# Capstone Project (* The Battle of Neighborhoods * )

In [9]:
import numpy as np
import pandas as pd
from geopy.geocoders import Nominatim
import urllib.request
from urllib.request import urlopen
import requests
import json
from bs4 import BeautifulSoup
import matplotlib.pyplot as plt
import matplotlib.colors as colors
from sklearn.cluster import KMeans
import folium

# Explore Dataset

In [10]:
# Dataset Downloaded from https://cocl.us/new_york_dataset
with open('nyu_2451_34572-geojson.json') as json_data:
    newyork_data = json.load(json_data)

In [11]:
neighborhoods_data = newyork_data['features']
column_names = ['Borough', 'Neighborhood', 'Latitude', 'Longitude'] 

# instantiate the dataframe
neighborhoods = pd.DataFrame(columns=column_names)
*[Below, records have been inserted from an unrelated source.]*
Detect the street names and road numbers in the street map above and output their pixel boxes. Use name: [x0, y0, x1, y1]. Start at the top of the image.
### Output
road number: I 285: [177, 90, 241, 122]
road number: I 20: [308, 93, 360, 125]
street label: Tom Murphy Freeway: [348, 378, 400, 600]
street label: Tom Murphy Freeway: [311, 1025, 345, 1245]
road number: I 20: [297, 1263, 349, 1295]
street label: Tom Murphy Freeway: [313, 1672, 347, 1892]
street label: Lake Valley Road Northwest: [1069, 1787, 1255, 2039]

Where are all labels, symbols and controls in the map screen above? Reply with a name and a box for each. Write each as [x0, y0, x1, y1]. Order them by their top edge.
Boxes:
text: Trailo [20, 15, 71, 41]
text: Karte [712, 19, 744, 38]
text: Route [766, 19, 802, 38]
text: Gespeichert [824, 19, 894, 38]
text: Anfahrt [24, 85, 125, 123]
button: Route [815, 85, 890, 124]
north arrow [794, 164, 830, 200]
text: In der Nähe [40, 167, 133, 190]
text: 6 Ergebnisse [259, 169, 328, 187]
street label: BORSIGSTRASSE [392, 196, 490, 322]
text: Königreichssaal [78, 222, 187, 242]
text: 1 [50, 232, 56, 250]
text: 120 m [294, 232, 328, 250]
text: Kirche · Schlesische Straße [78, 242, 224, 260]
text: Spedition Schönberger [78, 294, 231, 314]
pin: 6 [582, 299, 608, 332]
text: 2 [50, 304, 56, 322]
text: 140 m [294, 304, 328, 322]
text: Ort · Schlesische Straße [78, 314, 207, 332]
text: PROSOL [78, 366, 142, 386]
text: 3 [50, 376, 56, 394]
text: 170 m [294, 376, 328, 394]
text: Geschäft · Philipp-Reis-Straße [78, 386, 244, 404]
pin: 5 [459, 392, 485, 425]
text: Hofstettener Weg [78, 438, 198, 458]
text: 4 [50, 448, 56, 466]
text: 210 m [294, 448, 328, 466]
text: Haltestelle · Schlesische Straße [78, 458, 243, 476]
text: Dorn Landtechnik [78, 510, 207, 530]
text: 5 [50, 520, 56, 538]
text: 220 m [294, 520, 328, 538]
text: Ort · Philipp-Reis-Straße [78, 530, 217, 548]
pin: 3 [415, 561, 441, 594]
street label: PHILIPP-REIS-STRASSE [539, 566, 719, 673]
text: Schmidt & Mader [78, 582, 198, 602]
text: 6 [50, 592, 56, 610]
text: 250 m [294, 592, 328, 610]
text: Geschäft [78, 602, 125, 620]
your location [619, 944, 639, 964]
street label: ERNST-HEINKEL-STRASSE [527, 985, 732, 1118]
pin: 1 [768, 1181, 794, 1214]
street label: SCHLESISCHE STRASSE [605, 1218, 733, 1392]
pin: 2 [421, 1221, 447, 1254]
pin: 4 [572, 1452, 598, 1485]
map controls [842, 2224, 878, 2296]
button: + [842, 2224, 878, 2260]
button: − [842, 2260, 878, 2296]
for data in neighborhoods_data:
    borough = neighborhood_name = data['properties']['borough'] 
    neighborhood_name = data['properties']['name']
        
    neighborhood_latlon = data['geometry']['coordinates']
    neighborhood_lat = neighborhood_latlon[1]
    neighborhood_lon = neighborhood_latlon[0]
    
    neighborhoods = neighborhoods.append({'Borough': borough,
                                          'Neighborhood': neighborhood_name,
                                          'Latitude': neighborhood_lat,
                                          'Longitude': neighborhood_lon}, ignore_index=True)

In [12]:
neighborhoods.head()

Unnamed: 0,Borough,Neighborhood,Latitude,Longitude
0,Bronx,Wakefield,40.894705,-73.847201
1,Bronx,Co-op City,40.874294,-73.829939
2,Bronx,Eastchester,40.887556,-73.827806
3,Bronx,Fieldston,40.895437,-73.905643
4,Bronx,Riverdale,40.890834,-73.912585


In [14]:
address = 'New York City, NY'
geolocator = Nominatim(user_agent="ny_explorer")
location = geolocator.geocode(address)
latitude = location.latitude
longitude = location.longitude
print('The geograpical coordinate of New York City are {}, {}.'.format(latitude, longitude))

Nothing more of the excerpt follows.